In recent challenges to the historical and contemporary use of banishment in American Indian societies under the habeas corpus provision of the Indian Civil Rights Act (ICRA), traditional tribal customs and practices, which have weathered the test of time and have ensured the tribe’s political and cultural survival, are being pitted against the rights of individual tribal members to fairness in their dealings with the tribe—rights in the modern era of Indian law defined in terms of constitutional-like due process protections under the ICRA. Federal courts are arbiters of these internal conflicts, wrestling with the contours of federal jurisdiction to review tribal decisions and decision-making processes and to define an individual tribal member’s due process rights under ICRA’s habeas corpus provision. These issues are closely examined in Banishment as Cultural Justice in Contemporary Tribal Legal Systems (Patrice H. Kunesh, Banishment as Cultural Justice in Contemporary Tribal Legal Systems, 37 N.M. L. Rev. 85 (2007)).
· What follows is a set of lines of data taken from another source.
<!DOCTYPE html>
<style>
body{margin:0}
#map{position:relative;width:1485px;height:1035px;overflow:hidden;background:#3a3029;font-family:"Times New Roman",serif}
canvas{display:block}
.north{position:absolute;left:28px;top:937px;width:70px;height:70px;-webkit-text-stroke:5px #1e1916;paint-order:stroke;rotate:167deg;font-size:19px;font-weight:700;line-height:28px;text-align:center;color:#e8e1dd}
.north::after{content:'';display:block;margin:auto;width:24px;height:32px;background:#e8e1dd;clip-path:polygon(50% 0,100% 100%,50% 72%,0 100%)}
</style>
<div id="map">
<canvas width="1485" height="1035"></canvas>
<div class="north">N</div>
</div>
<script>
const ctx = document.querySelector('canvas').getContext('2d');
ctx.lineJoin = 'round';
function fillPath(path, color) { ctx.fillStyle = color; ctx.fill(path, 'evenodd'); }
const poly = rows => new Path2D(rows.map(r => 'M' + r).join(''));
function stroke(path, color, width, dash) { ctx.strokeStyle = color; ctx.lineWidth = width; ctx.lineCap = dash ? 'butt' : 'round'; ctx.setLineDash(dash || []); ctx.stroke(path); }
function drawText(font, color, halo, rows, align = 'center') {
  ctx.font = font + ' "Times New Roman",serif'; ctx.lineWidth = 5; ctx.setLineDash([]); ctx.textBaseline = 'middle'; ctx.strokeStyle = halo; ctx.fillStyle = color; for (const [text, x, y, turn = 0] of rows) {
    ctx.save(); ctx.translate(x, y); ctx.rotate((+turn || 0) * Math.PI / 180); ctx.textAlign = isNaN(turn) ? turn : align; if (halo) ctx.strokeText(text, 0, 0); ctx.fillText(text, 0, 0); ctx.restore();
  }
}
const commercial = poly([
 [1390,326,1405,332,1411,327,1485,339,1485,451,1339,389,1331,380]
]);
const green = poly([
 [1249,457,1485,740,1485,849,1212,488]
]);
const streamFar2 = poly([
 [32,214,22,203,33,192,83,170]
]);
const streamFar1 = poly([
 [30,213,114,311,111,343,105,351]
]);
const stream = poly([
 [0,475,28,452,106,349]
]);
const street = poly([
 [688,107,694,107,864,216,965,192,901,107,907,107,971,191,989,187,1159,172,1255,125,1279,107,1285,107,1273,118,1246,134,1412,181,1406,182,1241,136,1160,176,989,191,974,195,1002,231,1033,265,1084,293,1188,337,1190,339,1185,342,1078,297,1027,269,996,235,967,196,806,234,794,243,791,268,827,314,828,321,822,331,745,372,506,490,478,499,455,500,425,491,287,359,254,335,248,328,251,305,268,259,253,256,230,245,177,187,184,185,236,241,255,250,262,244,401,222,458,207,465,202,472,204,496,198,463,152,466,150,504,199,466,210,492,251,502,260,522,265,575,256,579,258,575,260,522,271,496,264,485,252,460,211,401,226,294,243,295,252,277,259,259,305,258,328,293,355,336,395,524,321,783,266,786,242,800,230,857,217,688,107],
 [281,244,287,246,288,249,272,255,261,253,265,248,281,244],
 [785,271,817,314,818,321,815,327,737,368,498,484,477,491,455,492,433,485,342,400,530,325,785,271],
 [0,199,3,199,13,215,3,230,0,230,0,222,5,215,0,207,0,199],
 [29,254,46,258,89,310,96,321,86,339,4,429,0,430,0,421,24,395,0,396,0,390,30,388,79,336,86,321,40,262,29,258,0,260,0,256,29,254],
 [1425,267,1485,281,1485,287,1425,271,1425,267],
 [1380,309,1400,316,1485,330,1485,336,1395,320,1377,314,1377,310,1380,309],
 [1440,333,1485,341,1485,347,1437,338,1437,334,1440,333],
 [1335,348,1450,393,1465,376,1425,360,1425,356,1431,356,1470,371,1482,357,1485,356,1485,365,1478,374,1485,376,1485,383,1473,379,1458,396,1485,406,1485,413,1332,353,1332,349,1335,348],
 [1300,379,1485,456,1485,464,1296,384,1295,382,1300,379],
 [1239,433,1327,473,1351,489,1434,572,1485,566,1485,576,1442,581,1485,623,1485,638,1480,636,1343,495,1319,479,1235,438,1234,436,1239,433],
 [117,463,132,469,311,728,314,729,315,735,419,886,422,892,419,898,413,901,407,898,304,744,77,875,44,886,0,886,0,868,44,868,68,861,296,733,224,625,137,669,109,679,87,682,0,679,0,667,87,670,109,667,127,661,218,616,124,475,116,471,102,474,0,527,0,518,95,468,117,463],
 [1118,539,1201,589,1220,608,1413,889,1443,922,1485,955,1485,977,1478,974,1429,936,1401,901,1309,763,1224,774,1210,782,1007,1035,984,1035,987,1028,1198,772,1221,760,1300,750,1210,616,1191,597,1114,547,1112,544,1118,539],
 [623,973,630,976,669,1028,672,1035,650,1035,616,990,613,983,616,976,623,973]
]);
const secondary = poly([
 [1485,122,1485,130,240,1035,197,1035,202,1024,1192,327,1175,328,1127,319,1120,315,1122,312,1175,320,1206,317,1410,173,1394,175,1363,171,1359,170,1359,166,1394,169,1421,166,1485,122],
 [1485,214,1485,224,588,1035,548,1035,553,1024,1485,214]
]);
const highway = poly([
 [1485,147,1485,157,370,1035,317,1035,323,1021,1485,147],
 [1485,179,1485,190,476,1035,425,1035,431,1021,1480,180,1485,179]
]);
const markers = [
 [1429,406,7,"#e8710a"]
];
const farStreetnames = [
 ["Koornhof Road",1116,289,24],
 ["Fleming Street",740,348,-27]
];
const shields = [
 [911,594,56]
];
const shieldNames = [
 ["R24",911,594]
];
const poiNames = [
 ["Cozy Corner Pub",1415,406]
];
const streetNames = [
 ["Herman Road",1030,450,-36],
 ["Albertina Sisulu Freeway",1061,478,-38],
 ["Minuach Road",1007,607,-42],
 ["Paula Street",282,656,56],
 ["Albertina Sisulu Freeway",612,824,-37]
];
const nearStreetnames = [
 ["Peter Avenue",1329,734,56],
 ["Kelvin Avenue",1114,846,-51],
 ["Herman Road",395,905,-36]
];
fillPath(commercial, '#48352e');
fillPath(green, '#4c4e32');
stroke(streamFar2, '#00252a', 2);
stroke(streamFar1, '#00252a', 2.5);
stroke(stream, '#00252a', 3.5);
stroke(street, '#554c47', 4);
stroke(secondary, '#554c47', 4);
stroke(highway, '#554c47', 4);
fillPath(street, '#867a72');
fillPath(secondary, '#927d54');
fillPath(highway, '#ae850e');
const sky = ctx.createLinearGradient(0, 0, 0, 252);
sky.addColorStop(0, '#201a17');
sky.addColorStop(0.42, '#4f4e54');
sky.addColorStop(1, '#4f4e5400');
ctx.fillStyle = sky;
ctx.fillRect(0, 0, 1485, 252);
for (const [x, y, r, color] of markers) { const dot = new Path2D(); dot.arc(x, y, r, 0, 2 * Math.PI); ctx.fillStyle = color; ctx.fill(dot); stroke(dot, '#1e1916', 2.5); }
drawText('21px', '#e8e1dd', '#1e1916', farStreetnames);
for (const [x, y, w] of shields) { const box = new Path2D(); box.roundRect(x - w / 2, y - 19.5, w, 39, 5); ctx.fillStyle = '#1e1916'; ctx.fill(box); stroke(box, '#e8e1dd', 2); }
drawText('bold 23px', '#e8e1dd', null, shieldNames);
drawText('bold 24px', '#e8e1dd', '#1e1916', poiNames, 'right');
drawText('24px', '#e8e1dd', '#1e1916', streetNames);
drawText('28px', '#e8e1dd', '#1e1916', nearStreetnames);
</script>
This is a postscript on that article, prompted by a federal court decision in Quair v. Sisco (Quair II), rendered contemporaneously with the publication of that article, in which the court re-assessed its own jurisdiction to review tribal banishment and enrollment decisions and adopted an analysis that mirrors the construct proposed in Banishment as Cultural Justice. The court also established new elements of habeas corpus review under the ICRA. This postscript analyzes the ramifications of the Quair II decision and concludes that the comity model, as proposed in Banishment as Cultural Justice and as mirrored in Quair II, is the appropriate framework for the review and resolution of tribal disputes arising from banishment decisions because the comity model follows tribal notions of respect for fairness and individual dignity.